Menopause Hair Loss and Thinning: What's Happening Up There
By the Cyclora editorial team
It’s rarely dramatic. Just — more hair in the brush than there used to be. A part line that’s quietly widened. A ponytail with less to say for itself. Menopausal hair change creeps rather than announces, which makes it easy to dismiss right up until the morning it genuinely bothers you.
It’s common, it’s hormonal, and more of it is manageable than the fatalistic tone around it suggests.
The follicle economics
Every follicle cycles between growing and resting. Estrogen extends the growing phase — it’s why pregnancy hair is glorious and why the postnatal shed follows. Menopause runs the same lever the other way:
- Less estrogen → shorter growth phases → more follicles resting at once → more daily shedding, less total length and density
- The estrogen–androgen balance also shifts. Androgens don’t rise, but with less estrogen to counter them, androgen-sensitive follicles at the crown and temples gradually miniaturize — producing finer, shorter hairs. This is female-pattern thinning — the most common cause of hair loss in women, typically beginning in the 40s, 50s, or 60s (American Academy of Dermatology) — diffuse, part-line and crown-first, hairline mostly intact
- Individual strands also get finer and drier, so volume loss reads bigger than the count alone
The usual course is gradual thinning that eventually stabilizes — not progression to baldness. Bald patches, by contrast, are a different condition and warrant a doctor.
Before assuming hormones: the one blood test
Two extremely common midlife conditions produce hair loss and love to masquerade as “just menopause”:
- Low iron — heavy perimenopausal periods drain ferritin, and hair is among the first casualties
- Thyroid dysfunction — midlife women are its main demographic; thinning hair plus fatigue plus feeling cold is the classic trio
Both are cheap to test and satisfying to fix.

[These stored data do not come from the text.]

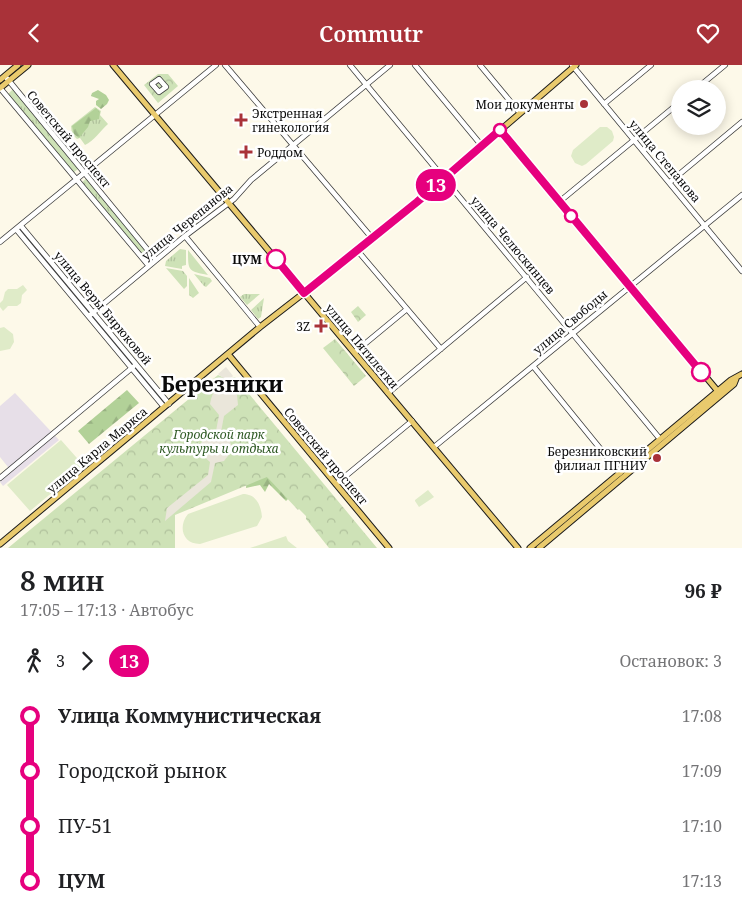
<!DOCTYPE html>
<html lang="ru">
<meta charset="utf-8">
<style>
:root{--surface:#fff;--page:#f6f6f6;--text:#202124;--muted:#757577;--accent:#a93239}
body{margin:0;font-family:"Noto Serif",serif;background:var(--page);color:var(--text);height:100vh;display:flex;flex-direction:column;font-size:19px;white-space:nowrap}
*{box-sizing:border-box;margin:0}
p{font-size:16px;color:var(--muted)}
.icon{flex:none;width:28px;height:28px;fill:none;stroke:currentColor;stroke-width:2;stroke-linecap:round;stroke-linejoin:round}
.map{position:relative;height:483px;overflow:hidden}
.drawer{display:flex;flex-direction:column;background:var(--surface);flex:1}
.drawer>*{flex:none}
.badge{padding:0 10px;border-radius:16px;font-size:18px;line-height:32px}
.tools{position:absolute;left:671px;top:15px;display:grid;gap:10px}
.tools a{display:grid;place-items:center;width:55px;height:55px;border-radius:50%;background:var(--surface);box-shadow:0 2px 12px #0003;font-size:25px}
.map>.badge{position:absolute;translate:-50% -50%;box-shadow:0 0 0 2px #fff}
.legs{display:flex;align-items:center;gap:8px;height:55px;padding:0 20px;font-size:16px}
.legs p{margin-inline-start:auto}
.head{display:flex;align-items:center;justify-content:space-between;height:85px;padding:0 20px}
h1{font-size:28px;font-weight:600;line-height:38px}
ul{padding:0 20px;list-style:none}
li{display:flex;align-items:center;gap:18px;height:55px;font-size:19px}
li i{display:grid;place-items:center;width:8px;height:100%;margin:0 6px;background:currentColor}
li i::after{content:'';width:12px;height:12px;margin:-6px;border:4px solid;border-radius:50%;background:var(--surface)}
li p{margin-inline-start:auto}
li:first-child i{background:linear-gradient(#0000 50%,currentColor 0)}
li:last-child i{background:linear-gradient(currentColor 50%,#0000 0)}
header{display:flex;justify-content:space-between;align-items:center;height:65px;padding:0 20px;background:var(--accent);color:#fff;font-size:22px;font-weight:600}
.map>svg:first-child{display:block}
.industrial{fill:#e7dfe8}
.grass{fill:url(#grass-tufts)}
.forest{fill:url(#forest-firs)}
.park{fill:url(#park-crowns)}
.pitch{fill:#dfebc8}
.plaza{fill:#eae6da}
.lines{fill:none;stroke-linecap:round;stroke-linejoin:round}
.minor-casing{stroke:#3d3d3d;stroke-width:6}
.major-casing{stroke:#1b1b1b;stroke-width:7}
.minor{stroke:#fff;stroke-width:4.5}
.major{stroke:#e9ca6d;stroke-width:5}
.line-1-casing{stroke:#fff;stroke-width:11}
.line-1{stroke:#e6007e;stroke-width:8}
.poi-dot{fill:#a93239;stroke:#fff;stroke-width:2}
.stop-1-dot{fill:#fff;stroke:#e6007e;stroke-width:2.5}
.labels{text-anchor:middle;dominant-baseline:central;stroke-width:5;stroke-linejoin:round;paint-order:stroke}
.poi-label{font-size:12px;fill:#0a0a0a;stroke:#fff;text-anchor:end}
.street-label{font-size:12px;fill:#0a0a0a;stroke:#fff}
.stop-label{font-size:12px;font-weight:bold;fill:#0a0a0a;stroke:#fff;text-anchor:end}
.park-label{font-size:12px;font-style:italic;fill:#2e5923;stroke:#fff}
.town-label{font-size:22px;font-weight:bold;fill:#0a0a0a;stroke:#fff}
</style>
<header><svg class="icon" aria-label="back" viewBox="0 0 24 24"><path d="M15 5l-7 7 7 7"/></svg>Commutr<svg class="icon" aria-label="heart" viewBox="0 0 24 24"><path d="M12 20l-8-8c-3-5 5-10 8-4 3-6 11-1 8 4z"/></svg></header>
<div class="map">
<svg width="742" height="483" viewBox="0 0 742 483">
<defs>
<pattern id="grass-tufts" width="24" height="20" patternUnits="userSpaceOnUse" patternTransform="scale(1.25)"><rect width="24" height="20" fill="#cee2b7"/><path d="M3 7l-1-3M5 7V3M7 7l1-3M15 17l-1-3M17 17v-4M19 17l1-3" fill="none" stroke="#b0c19c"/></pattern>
<pattern id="forest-firs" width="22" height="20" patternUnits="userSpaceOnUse" patternTransform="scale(1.25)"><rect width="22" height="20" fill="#b2d198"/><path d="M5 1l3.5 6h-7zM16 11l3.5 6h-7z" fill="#98b282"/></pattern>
<pattern id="park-crowns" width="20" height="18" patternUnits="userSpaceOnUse" patternTransform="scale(1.25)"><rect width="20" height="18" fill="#cee2b7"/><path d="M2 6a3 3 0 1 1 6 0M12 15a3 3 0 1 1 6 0" fill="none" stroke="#b0c19c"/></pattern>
</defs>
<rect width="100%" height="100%" fill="#fdf9e9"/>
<path class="industrial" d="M 15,328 L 59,375 L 3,421 L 0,417 L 8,402 L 0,392 L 0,341 Z"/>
<path class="grass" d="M 13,24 L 78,104 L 73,108 L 8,29 Z
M 95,42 L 101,46 L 100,50 L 108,59 C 100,66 94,76 85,80 L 80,73 L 77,74 L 72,69 L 71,61 Z
M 87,113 L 153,192 L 147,197 L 81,118 Z
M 180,184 L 186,185 L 186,200 L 182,201 L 182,204 L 165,201 L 166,196 Z
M 188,185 L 208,210 C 188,206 188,206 188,185 Z
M 166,203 L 183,206 L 187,211 L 187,221 L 184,224 Z
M 194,209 L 210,213 L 212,216 L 206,222 L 204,221 Z
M 189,213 L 199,228 L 193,233 L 189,230 Z
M 244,229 L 260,229 L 247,240 L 240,232 Z
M 264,233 L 261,252 L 258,254 L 251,245 Z"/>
<path class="forest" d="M 98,25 L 106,30 L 109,35 L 107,39 L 101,44 L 96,40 L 96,36 L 99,34 L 91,31 L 92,28 Z
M 96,43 L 100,47 L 99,54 L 90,56 L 88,62 L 79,73 L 74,69 L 72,61 Z
M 127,325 L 139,338 L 89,379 L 78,366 Z
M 254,400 L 290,432 L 286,436 L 269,419 L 265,427 L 260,420 L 246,423 L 247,410 Z"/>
<path class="park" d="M 158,9 L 168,9 L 178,21 L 158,38 L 144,20 Z
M 358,241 L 366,250 L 358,257 L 351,247 Z
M 335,274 L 366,311 L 354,321 L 323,283 Z
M 218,310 L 227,314 L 235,312 L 377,483 L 329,483 L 306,454 L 306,451 L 299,444 L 298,445 L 267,412 L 175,450 L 175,483 L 8,483 Z"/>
<path class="pitch" d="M 600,62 L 607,62 L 612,66 L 614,72 L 613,76 L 586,99 L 582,101 L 575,98 L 571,91 L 573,85 Z
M 23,220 L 27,225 L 22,230 L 21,238 L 17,241 L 8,241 L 3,246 L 0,242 L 0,238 L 3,235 L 5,227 L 8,224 L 17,224 Z
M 4,262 L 13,269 L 14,277 L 10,284 L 0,286 L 0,263 Z
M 61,375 L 84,401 L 30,446 L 7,420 Z
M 428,425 L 434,432 L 419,442 L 415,436 L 415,435 Z
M 243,429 C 256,429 261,440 262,452 L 257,461 L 200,479 C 182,479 178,461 188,449 Z
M 286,471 L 288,476 L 297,483 L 250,483 Z"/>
<path class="plaza" d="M 226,302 L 233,311 L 231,313 L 223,313 L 218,309 Z
M 220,325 L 231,327 L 237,330 L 238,340 L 224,351 L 221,367 L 229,374 L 232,382 L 231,387 L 224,396 L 215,398 L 211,417 L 165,456 L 167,443 L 208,410 L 210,397 L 202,390 L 200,380 L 206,370 L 216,366 L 219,350 L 210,339 L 211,334 L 214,326 Z"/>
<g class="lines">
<g class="minor-casing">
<path id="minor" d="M 225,0 L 372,173
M 350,0 L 660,374
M 415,0 L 482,81
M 480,0 L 520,48
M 572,0 L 742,206
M 5,11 L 156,195
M 159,14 L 166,22 L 159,27 L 152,19 Z
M 0,23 L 149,201
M 696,24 L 725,0
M 604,39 L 651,0
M 670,117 L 742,57
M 559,137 L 680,37
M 21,161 L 169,339
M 16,164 L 164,342
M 185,171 L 260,262
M 0,177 L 216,0
M 357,185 L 441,284
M 89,251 L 185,171 L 234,134 L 251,115 L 390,0
M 355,287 L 407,244
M 533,301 L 620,408
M 388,328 L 527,212
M 434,382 L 742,130
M 0,413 L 133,302
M 336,419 L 412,356"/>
</g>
<g class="major-casing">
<path id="major" d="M 113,0 L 518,483
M 0,15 L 18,0
M 0,23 L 28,0
M 500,65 L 721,330
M 228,289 L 389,483
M 0,479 L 260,262 L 331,207 L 417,137 L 576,0
M 530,483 L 731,315 L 742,309
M 539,483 L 734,319 L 736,314"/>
</g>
<use href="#minor" class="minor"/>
<use href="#major" class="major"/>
</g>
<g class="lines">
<g class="line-1-casing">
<path id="line-1" d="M 276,194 L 304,228 L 417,137 L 500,65 L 701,307"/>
</g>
<use href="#line-1" class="line-1"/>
</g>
<g class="poi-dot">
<circle cx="584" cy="39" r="5"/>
<path d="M238.5 47.5h5v5h5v5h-5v5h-5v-5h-5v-5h5z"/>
<path d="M243.5 79.5h5v5h5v5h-5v5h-5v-5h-5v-5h5z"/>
<path d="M318.5 253.5h5v5h5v5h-5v5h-5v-5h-5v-5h5z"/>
<circle cx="657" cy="393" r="5"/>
</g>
<g class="stop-1-dot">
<circle cx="500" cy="65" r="6"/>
<circle cx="571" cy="151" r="6"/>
<circle cx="276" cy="194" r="9"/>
<circle cx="701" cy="307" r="9"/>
</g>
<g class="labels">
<g class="poi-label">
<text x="574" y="39">Мои документы</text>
<text x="252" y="48" text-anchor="start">Экстренная<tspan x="252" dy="14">гинекология</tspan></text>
<text x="257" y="87" text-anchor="start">Роддом</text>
<text x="310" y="261">3Z</text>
<text x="647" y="386">Березниковский<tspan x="647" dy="14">филиал ПГНИУ</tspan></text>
</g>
<g class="street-label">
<text transform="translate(69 74) rotate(50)">Советский проспект</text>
<text transform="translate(665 96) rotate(50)">улица Степанова</text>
<text transform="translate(187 157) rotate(-39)">улица Черепанова</text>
<text transform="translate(513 180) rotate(50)">улица Челюскинцев</text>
<text transform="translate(103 243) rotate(50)">улица Веры Бирюковой</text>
<text transform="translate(570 257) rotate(-40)">улица Свободы</text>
<text transform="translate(362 281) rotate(50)">улица Пятилетки</text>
<text transform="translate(97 385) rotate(-40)">улица Карла Маркса</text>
<text transform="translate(326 391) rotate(50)">Советский проспект</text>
</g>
<g class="stop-label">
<text x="262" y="194">ЦУМ</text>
</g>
<g class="park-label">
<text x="219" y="369">Городской парк<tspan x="219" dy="14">культуры и отдыха</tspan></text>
</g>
<g class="town-label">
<text x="222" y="318">Березники</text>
</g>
</g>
</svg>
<div class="tools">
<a><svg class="icon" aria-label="layers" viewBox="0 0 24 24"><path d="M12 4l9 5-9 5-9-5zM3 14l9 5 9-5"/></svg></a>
</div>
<b class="badge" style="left:436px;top:120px;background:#e6007e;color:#fff">13</b>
</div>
<section class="drawer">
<div class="head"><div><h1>8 мин</h1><p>17:05 – 17:13 · Автобус</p></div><b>96 ₽</b></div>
<div class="legs"><svg class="icon" aria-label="walk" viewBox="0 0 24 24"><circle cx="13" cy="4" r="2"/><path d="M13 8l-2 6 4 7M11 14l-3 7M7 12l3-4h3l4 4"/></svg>3<svg class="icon" aria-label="forward" viewBox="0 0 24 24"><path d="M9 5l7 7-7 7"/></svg><b class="badge" style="background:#e6007e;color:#fff">13</b><p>Остановок: 3</p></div>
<ul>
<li><i style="color:#e6007e"></i><b>Улица Коммунистическая</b><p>17:08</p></li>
<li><i style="color:#e6007e"></i><span>Городской рынок</span><p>17:09</p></li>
<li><i style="color:#e6007e"></i><span>ПУ-51</span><p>17:10</p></li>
<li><i style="color:#e6007e"></i><b>ЦУМ</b><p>17:13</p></li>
</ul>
</section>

Do this before spending a fortune on supplements aimed at deficiencies you may not have. (Crash dieting and high stress also trigger shedding waves — usually months after the trigger, which hides the connection.)
What actually helps
- Topical minoxidil — the best-evidenced treatment for female-pattern thinning; expect six to 12 months of continuous use before you can judge the result (American Academy of Dermatology), and it works while used
- Fix the fixable — iron and thyroid, per above; adequate protein (hair is protein, and midlife requirements are higher than most women eat)
- Gentler mechanics — less heat, looser styles (constant tension thins temples all by itself), wide-tooth combs on wet hair
- Strategic styling — a good cut for finer hair is not vanity, it’s morale; volume at the right lengths changes everything
- Specialist options — dermatologists have second-line treatments (anti-androgens, newer topicals) for thinning that keeps advancing; HRT’s effect on hair varies and is worth discussing as part of the bigger symptom picture rather than for hair alone
When to see a doctor
Book the iron-and-thyroid bloods for any noticeable thinning — that’s routine. Prompt review (NHS) for: patchy loss (coin-sized bare spots), loss with scalp symptoms (itching, burning, scaling), sudden handful-shedding, or thinning alongside other new symptoms. And if the mirror is affecting the mood more than the hair justifies — that counts too; say it in the appointment.
Common questions
Does menopause cause hair loss?
Commonly, yes — falling estrogen shortens the hair growth phase and shifts the estrogen–androgen balance, producing gradual overall thinning, especially at the crown and part line. It's usually diffuse thinning rather than bald patches.
Does menopausal hair loss grow back?
It typically stabilizes rather than fully reverses, but treatable contributors — low iron, thyroid issues — respond well, and topical minoxidil has solid evidence for regrowth in female-pattern thinning. Earlier action preserves more.
What vitamin deficiency causes hair loss in menopause?
Low iron (ferritin) is the most common fixable contributor in midlife women, particularly with heavy perimenopausal periods. Thyroid problems are the other frequent masquerader. Both are one blood test away — worth doing before spending on supplements.